Development of similar players

So how might Rose's career have progressed without the injury? My SCHOENE projection system's similarity scores are ideally suited to answering that question. Here are the 10 players rated most similar to Rose since 1990 within six months of the same age he was during the 2011-12 regular season.

While not all of these players were as highly honored as Rose, every one was an All-Star -- as was Rose for three consecutive seasons before his ACL injury. As high-scoring guards, this group should give us a good set of comparables to project Rose's development. A handful of them are still in their primes, meaning we don't know exactly how their development will go. So let's take out the four players on this list since 2013-14, leaving us with eight comps for Rose.

As a group, these eight players averaged 14.0 WARP at the same age Rose was before his ACL injury, slightly better than his 2011-12 performance prorated to a full season but similar to what Rose averaged over 2010-11 and 2011-12. That mostly held steady over the next six seasons. The chart plots the value of each individual by age in gray, with the average of all of them in black.

Given these players were so valuable at age 22, it's surprising they didn't collectively improve up through age 27, the typical peak for players. Looking at them individually helps explain this. While there are infinite possible career paths, most of the players like Rose went in one of two directions: Either they did in fact develop into players as valuable as Rose was perceived to be during his MVP campaign or they peaked early and were on their way out of the league by the same age as Rose is now.


The Hall of Fame path

Of the group similar to Rose, four players continued their development into surefire Naismith Memorial Basketball Hall of Famers: Kobe Bryant, Allen Iverson (who's already enshrined), Dwyane Wade and Russell Westbrook. It's probably not coincidental that two of these four players were shooting guards, with superior size helping make them more durable and more capable of contributing after losing some quickness.

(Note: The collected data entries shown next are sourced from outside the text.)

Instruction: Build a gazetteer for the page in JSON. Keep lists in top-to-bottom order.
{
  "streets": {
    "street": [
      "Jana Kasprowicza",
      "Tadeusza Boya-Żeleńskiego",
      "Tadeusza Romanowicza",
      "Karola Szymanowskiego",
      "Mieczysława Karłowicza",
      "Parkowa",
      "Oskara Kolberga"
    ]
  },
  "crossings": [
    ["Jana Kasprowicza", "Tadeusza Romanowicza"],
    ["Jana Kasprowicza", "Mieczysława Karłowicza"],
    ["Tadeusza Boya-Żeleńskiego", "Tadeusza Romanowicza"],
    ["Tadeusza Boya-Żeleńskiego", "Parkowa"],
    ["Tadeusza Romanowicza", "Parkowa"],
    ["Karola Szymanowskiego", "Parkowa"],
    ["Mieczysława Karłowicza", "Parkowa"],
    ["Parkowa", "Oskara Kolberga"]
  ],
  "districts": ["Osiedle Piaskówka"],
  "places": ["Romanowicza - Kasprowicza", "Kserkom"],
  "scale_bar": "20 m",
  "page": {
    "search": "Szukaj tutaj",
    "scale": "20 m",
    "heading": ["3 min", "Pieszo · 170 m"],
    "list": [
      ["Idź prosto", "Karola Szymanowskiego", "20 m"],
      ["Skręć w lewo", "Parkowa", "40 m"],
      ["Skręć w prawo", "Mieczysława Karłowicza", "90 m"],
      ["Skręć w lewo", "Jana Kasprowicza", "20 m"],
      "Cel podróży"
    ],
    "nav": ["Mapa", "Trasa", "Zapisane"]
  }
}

Still, it's Westbrook who is the most fascinating comparison for Rose's career. Aside from Rose's injuries during 2011-12, their WARP totals through the first four seasons of their careers were remarkably similar.

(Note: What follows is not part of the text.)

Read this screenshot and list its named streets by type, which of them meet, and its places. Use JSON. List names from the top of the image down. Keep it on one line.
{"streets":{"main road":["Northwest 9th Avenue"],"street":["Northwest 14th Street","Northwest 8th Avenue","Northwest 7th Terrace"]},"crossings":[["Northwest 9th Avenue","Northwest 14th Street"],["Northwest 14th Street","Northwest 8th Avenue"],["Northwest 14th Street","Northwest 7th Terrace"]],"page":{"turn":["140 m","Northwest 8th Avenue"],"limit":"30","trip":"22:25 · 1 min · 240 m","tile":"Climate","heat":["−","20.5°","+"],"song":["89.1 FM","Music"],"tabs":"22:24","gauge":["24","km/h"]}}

At the time, the similarity between their advanced statistics seemed to make the case that Westbrook -- not yet considered an MVP candidate -- was underrated. Now that it's Westbrook who has developed into the current reigning MVP and one of the league's most decorated players, the comparison serves as testament to Rose's former potential.


The early-peak path

To varying degrees, the other four players all saw their greatest success early in their careers. Gilbert Arenas, like Rose, saw knee injuries lead to his decline. He underwent microfracture knee surgery at age 25 and was never the same thereafter. While Steve Francis never dealt with the same kind of serious knee surgery, tendinitis helped rob him of the athleticism that made him so effective early in his career.

Based on the timetable of the chart, Stephon Marbury and Deron Williams don't seem to belong. They remained more valuable during their age-27 seasons than Iverson, who bounced back thereafter. But that was Marbury's last great season; he totaled 8.6 WARP the rest of his career before washing out of the NBA (and eventually to China) at age 32. Williams hung on a bit longer but was no longer an All-Star-caliber player by age 29 and is now out of the league at age 33.

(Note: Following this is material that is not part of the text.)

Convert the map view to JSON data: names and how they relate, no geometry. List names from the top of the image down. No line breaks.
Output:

The cautionary examples suggest that continued dominance was not a lock, though even a prime like the ones Marbury and Williams enjoyed probably would have been enough to make Rose a Hall of Famer. As it is, he's likely to become the first MVP in NBA history not elected to the Hall.

Rose's ACL tear and subsequent knee injuries prevented him from fulfilling his potential -- and prevented us from seeing which path his career would have taken. That's what was lost when Rose's career changed dramatically in April 2012.